● TASK DESCRIPTION
Go through the listing below and return each line that includes "Ristorante".
++++ PROVIDED MATERIAL
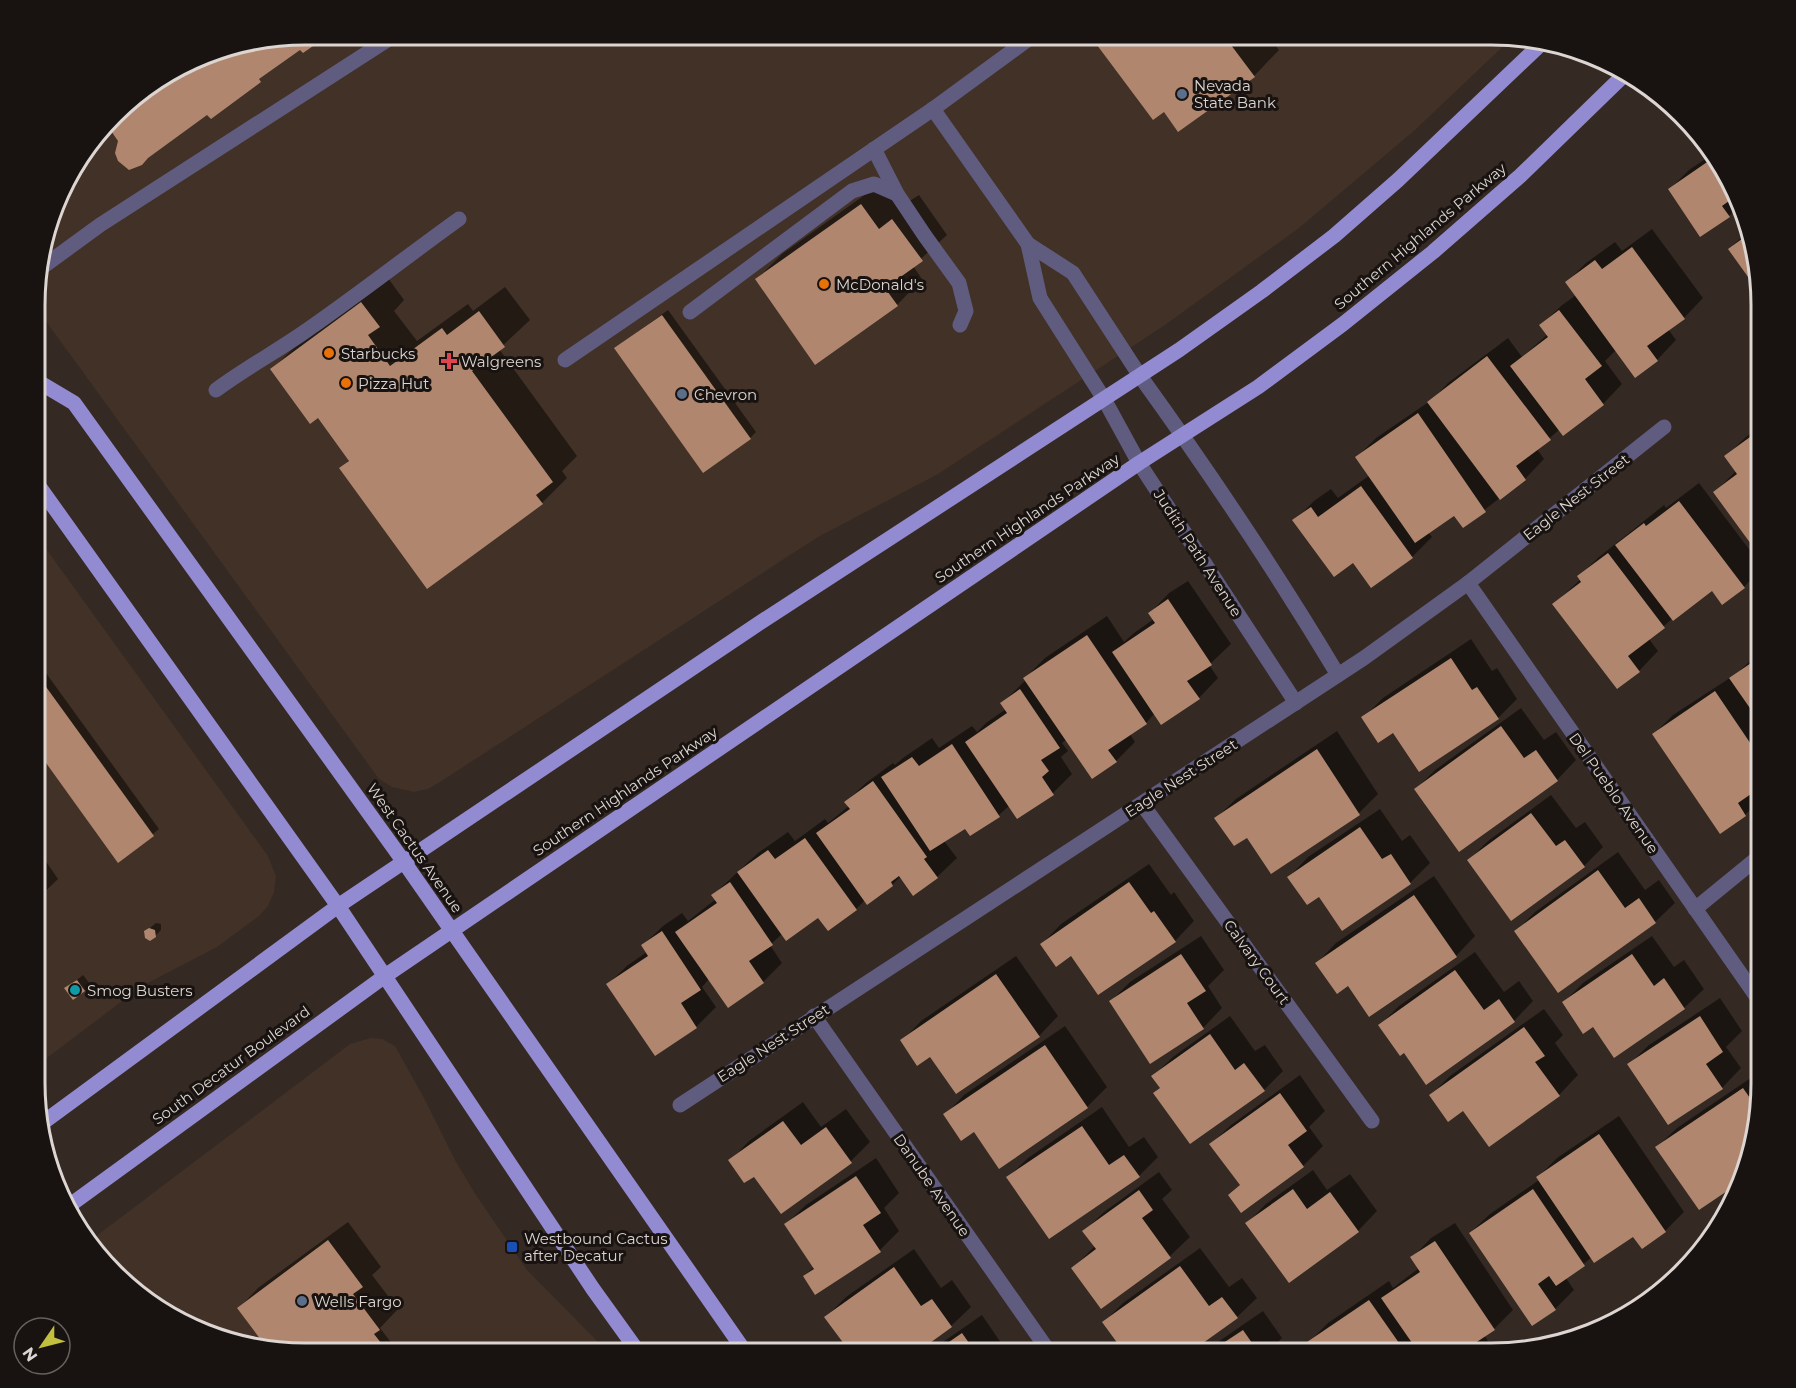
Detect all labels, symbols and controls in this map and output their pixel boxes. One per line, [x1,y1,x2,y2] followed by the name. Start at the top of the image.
[1194,76,1276,112] place label: Nevada State Bank
[1175,87,1189,101] marker: Nevada State Bank
[1330,158,1510,314] street label: Southern Highlands Parkway
[836,275,924,294] place label: McDonald's
[817,277,831,291] marker: McDonald's
[341,344,415,363] place label: Starbucks
[322,346,336,360] marker: Starbucks
[461,352,541,371] place label: Walgreens
[442,354,456,368] marker: Walgreens
[358,374,429,393] place label: Pizza Hut
[339,376,353,390] marker: Pizza Hut
[694,385,757,404] place label: Chevron
[675,387,689,401] marker: Chevron
[931,449,1124,587] street label: Southern Highlands Parkway
[1519,449,1633,545] street label: Eagle Nest Street
[1149,485,1246,620] street label: Judith Path Avenue
[529,722,722,860] street label: Southern Highlands Parkway
[1565,729,1663,857] street label: Del Pueblo Avenue
[1121,735,1241,821] street label: Eagle Nest Street
[363,779,467,917] street label: West Cactus Avenue
[1220,916,1294,1008] street label: Calvary Court
[87,981,193,1000] place label: Smog Busters
[68,983,82,997] marker: Smog Busters
[713,1000,833,1086] street label: Eagle Nest Street
[148,1001,314,1129] street label: South Decatur Boulevard
[889,1130,975,1240] street label: Danube Avenue
[524,1229,668,1265] place label: Westbound Cactus after Decatur
[505,1240,519,1254] marker: Westbound Cactus after Decatur
[314,1292,402,1311] place label: Wells Fargo
[295,1294,309,1308] marker: Wells Fargo
[12,1316,72,1376] north arrow
[19,1344,42,1365] text: N

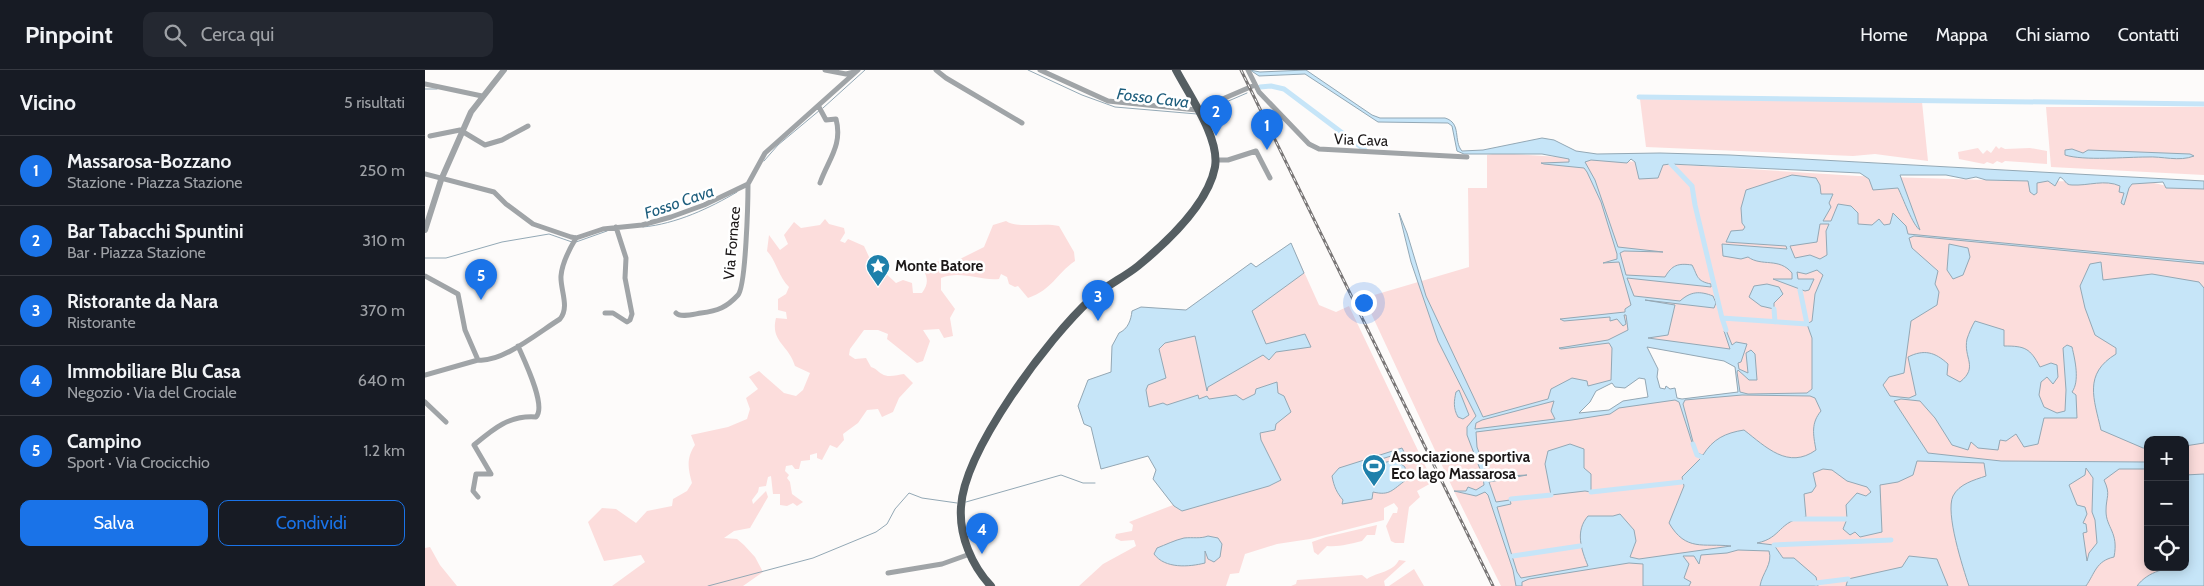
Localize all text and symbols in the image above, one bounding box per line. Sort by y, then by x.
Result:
search box [143,12,493,57]
text: Pinpoint [25,20,113,49]
icon: search [161,21,189,49]
text: Cerca qui [201,23,274,46]
text: Home [1860,24,1908,46]
text: Mappa [1936,24,1988,46]
text: Chi siamo [2016,24,2090,46]
text: Contatti [2118,24,2179,46]
water label: Fosso Cava [1116,84,1190,112]
text: Vicino [20,90,76,115]
text: 5 risultati [344,93,405,112]
pin: 2 [1200,95,1232,136]
pin: 1 [1251,109,1283,150]
street label: Via Cava [1334,130,1389,150]
text: Massarosa-Bozzano [67,150,231,173]
text: 1 [33,161,39,180]
text: 250 m [359,161,405,180]
text: Stazione · Piazza Stazione [67,173,243,192]
water label: Fosso Cava [642,181,716,223]
street label: Via Fornace [720,205,744,281]
text: Bar Tabacchi Spuntini [67,220,244,243]
text: 2 [32,231,40,250]
text: 310 m [362,231,405,250]
text: Bar · Piazza Stazione [67,243,206,262]
place icon: Monte Batore [865,253,891,287]
place label: Monte Batore [895,257,984,275]
pin: 5 [465,259,497,300]
pin: 3 [1082,280,1114,321]
text: Ristorante da Nara [67,290,218,313]
your location [1351,290,1377,316]
text: 3 [32,301,40,320]
text: 370 m [360,301,405,320]
text: Ristorante [67,313,136,332]
text: Immobiliare Blu Casa [67,360,241,383]
text: 4 [31,371,41,390]
text: 640 m [358,371,405,390]
text: Negozio · Via del Crociale [67,383,237,402]
text: Campino [67,430,141,453]
map controls [2144,436,2189,571]
button: + [2144,436,2189,481]
text: 5 [32,441,40,460]
text: 1.2 km [363,441,405,460]
place label: Associazione sportiva Eco lago Massarosa [1391,448,1531,483]
text: Sport · Via Crocicchio [67,453,210,472]
sports icon: Associazione sportiva Eco lago Massarosa [1361,453,1387,487]
button: − [2144,481,2189,526]
button: Salva [20,500,208,546]
button: Condividi [218,500,405,546]
pin: 4 [966,513,998,554]
button: locate [2144,526,2189,571]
++++++++
● COMPLETED TASK
text: Ristorante da Nara [67,290,218,313]
text: Ristorante [67,313,136,332]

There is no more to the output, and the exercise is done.